Instructions to follow:
Lines containing "small" should be pulled from the material below.

Working data:
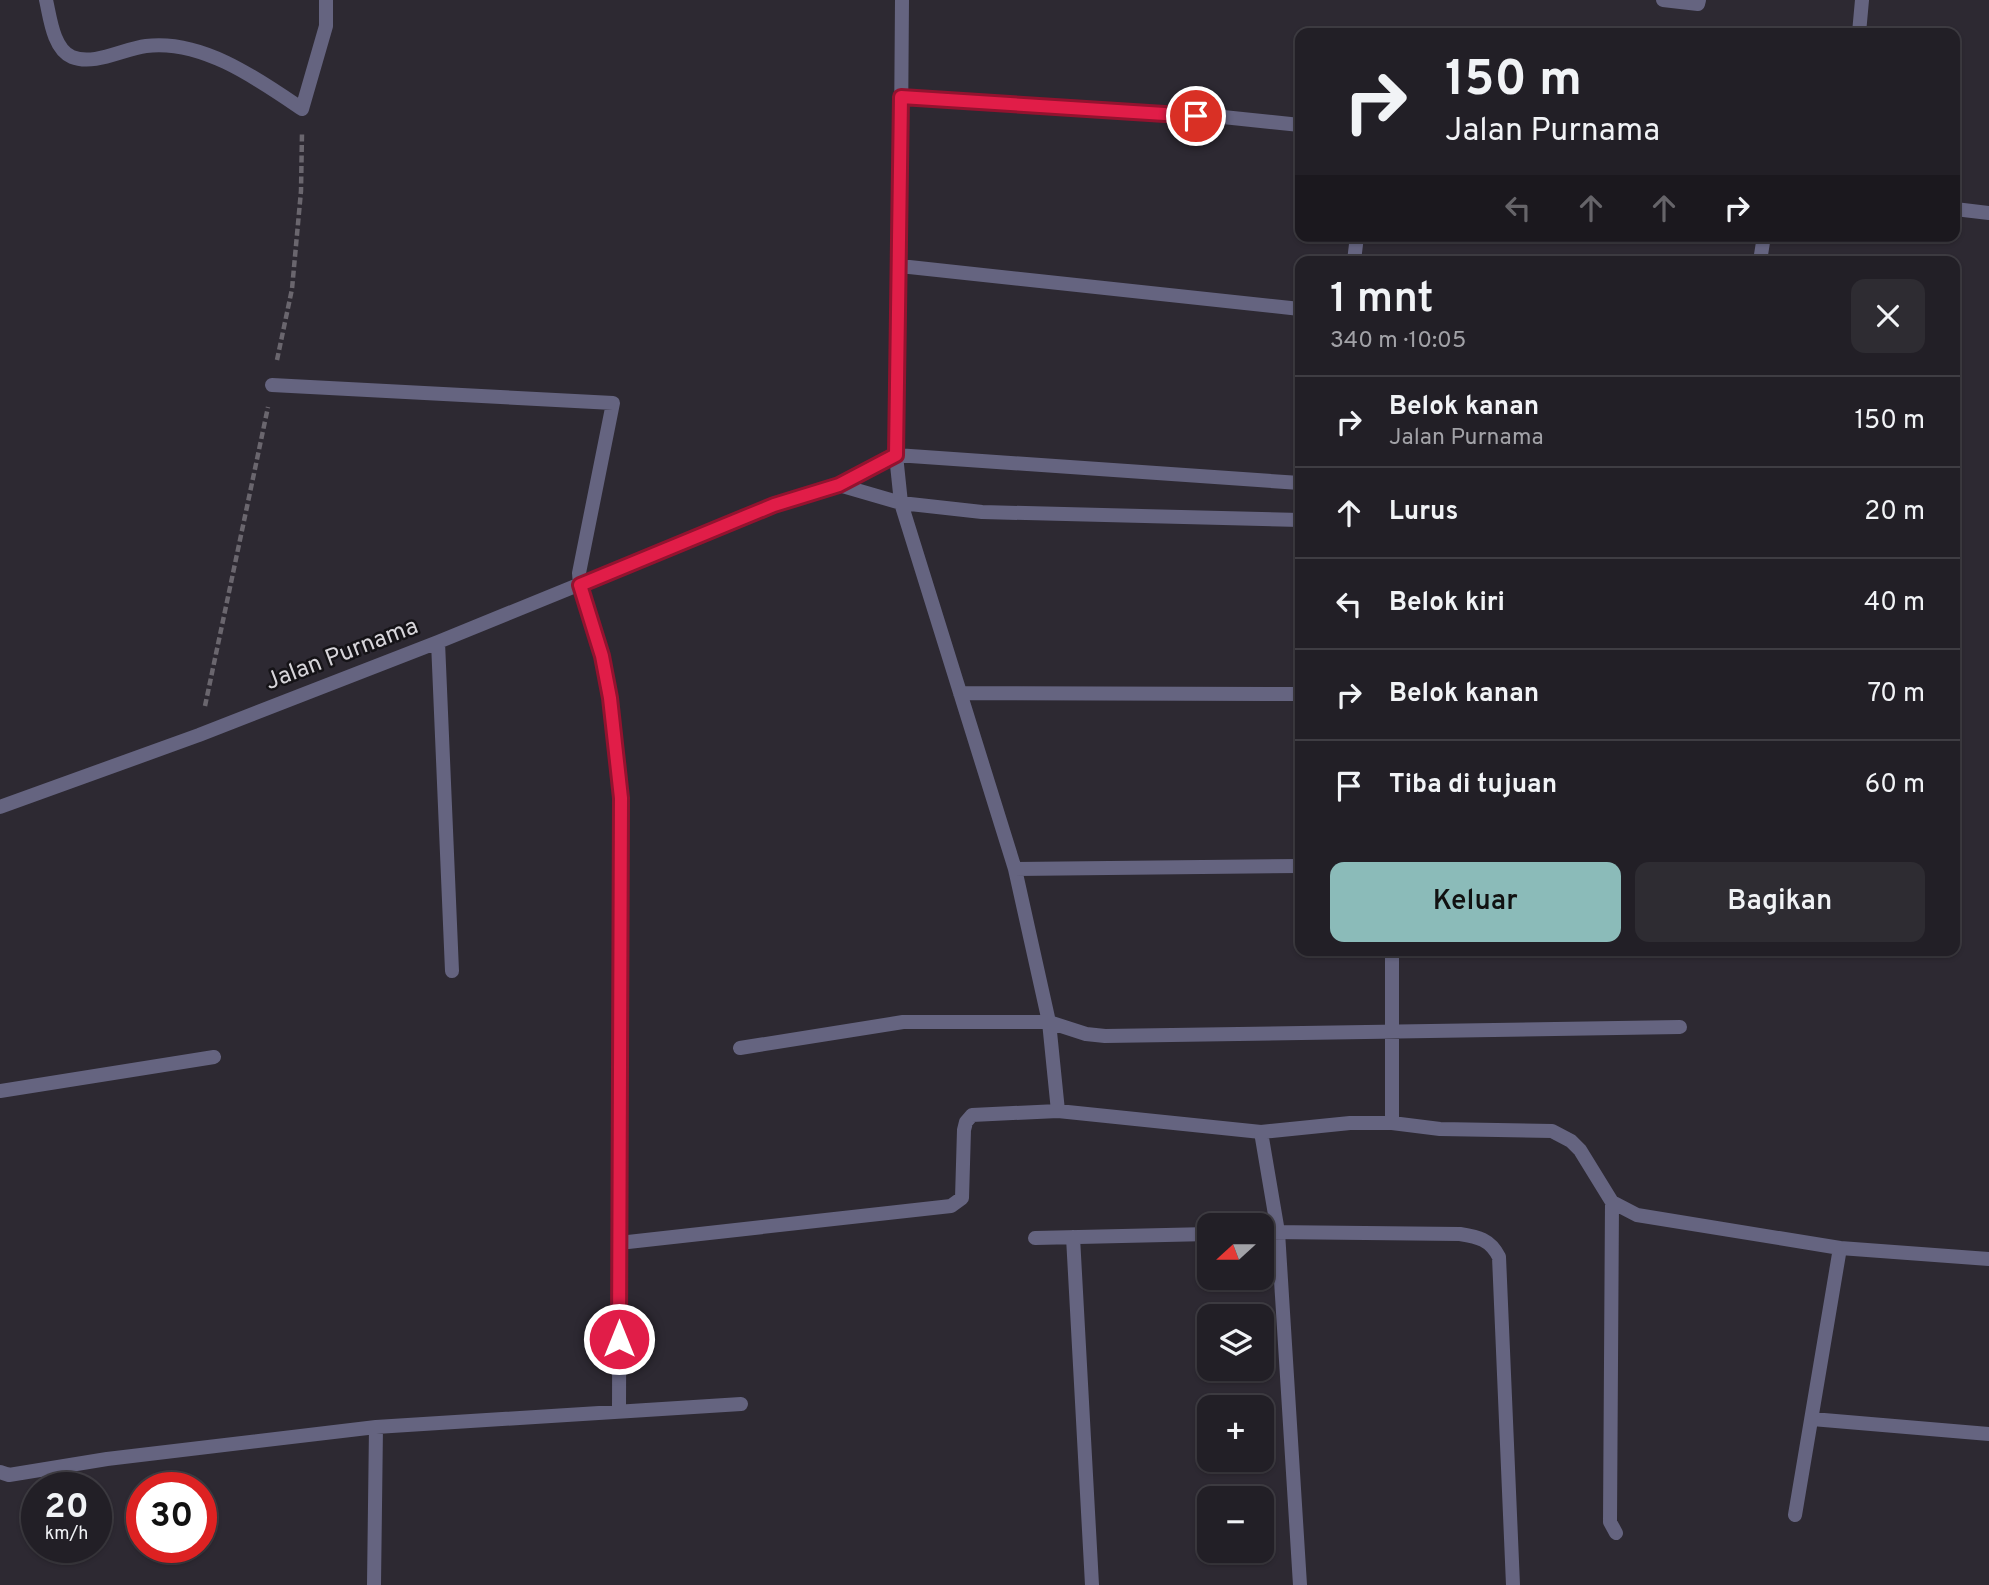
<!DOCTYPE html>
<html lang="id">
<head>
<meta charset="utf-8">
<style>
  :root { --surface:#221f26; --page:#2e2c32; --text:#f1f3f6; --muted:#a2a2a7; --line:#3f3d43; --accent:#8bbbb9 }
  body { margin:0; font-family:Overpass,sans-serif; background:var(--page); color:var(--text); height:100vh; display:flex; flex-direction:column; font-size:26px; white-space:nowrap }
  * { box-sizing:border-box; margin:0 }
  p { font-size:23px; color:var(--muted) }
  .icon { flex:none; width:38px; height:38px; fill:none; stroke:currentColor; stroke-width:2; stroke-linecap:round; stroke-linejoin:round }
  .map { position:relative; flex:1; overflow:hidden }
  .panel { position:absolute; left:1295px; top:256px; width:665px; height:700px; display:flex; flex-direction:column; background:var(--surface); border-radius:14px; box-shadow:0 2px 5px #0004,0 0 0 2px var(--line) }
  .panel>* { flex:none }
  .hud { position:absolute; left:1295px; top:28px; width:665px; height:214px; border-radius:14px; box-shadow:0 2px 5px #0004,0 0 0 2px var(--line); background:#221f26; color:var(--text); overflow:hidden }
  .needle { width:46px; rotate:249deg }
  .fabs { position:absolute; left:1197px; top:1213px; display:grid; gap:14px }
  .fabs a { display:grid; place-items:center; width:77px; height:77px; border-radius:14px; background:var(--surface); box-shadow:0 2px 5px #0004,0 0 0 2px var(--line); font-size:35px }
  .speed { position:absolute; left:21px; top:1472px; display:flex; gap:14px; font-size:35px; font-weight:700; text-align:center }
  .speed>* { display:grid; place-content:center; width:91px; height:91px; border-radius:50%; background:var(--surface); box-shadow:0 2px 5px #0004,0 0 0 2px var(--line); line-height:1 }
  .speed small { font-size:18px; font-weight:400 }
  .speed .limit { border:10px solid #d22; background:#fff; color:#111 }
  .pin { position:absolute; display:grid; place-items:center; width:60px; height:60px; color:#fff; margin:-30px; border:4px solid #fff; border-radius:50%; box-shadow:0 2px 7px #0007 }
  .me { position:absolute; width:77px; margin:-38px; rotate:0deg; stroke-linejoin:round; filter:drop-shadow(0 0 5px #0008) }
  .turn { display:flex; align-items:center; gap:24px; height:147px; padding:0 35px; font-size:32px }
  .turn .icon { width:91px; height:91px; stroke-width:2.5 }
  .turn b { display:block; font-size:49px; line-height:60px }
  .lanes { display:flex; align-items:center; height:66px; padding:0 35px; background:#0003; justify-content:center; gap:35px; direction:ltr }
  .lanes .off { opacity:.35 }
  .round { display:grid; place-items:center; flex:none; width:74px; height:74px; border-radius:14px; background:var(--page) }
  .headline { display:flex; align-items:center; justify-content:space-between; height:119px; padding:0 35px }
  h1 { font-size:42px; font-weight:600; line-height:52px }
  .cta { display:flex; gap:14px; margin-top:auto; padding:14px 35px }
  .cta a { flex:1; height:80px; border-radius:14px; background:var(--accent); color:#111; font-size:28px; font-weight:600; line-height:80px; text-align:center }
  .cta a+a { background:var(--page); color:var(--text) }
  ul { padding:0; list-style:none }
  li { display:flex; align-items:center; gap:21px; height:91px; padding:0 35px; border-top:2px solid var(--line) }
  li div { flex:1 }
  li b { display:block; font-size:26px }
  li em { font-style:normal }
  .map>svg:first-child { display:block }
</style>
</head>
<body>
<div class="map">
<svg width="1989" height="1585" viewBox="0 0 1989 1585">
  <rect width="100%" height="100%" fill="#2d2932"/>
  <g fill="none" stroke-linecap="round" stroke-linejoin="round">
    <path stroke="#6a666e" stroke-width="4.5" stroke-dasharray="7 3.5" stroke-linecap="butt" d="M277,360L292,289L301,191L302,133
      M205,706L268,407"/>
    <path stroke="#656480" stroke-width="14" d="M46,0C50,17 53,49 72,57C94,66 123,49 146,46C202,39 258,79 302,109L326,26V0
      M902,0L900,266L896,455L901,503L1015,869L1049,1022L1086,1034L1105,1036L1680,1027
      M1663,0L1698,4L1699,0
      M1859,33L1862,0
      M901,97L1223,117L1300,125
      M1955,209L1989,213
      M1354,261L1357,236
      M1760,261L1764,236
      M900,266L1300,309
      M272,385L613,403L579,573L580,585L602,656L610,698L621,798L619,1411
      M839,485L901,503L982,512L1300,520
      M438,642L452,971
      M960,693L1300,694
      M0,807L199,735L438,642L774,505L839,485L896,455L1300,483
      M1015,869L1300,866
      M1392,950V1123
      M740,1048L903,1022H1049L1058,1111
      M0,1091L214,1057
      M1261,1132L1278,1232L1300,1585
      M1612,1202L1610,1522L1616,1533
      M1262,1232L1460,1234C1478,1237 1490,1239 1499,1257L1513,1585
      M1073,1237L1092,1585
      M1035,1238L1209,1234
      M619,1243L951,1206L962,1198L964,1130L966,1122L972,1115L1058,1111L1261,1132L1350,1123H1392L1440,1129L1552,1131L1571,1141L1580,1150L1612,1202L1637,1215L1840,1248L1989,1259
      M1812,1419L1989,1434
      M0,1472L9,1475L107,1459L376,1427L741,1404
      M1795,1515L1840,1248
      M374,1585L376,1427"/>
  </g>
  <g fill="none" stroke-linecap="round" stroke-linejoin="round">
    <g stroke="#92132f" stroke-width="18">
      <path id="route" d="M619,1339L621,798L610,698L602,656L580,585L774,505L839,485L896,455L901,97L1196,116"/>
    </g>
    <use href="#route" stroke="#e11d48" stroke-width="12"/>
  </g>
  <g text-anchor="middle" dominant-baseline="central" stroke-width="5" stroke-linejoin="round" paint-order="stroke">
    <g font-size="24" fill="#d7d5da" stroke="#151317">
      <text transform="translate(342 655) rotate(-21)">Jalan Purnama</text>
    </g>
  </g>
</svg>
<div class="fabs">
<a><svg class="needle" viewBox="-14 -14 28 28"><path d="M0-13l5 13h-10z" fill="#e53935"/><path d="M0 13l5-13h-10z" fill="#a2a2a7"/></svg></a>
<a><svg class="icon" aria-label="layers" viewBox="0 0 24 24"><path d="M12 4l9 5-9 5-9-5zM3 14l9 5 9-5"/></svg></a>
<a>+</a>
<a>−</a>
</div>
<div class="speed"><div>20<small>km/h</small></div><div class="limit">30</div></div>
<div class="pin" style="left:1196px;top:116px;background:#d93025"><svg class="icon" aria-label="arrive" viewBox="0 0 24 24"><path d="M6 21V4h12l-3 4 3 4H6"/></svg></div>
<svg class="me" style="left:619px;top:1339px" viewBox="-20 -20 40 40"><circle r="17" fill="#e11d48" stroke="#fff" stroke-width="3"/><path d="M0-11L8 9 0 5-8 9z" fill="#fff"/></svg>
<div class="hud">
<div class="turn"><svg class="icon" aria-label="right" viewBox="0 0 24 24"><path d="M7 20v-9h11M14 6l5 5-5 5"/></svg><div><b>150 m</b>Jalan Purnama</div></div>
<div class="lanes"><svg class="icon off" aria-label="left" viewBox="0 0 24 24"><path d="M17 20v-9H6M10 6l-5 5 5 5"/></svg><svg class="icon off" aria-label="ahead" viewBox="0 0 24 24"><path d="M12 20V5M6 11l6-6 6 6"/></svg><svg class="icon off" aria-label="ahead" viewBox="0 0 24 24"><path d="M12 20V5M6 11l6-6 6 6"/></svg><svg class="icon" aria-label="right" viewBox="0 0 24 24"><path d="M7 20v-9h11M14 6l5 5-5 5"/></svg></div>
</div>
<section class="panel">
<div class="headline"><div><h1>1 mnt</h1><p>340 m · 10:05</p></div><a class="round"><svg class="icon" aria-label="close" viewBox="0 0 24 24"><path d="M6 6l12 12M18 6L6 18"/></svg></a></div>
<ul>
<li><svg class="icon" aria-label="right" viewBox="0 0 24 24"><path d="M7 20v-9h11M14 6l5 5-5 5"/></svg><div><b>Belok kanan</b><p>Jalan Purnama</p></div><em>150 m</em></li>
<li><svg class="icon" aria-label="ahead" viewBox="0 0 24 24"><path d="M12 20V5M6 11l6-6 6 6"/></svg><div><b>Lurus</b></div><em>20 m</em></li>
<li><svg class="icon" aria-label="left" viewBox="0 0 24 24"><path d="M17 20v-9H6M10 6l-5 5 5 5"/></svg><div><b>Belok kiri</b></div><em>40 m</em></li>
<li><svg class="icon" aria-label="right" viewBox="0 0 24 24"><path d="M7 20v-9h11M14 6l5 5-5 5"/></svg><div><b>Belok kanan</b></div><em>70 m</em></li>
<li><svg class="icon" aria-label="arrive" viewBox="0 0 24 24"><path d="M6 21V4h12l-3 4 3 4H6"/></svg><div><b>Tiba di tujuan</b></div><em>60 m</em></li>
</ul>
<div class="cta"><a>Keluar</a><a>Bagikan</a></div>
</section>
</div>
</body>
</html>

Task result:
  .speed small { font-size:18px; font-weight:400 }
<div class="speed"><div>20<small>km/h</small></div><div class="limit">30</div></div>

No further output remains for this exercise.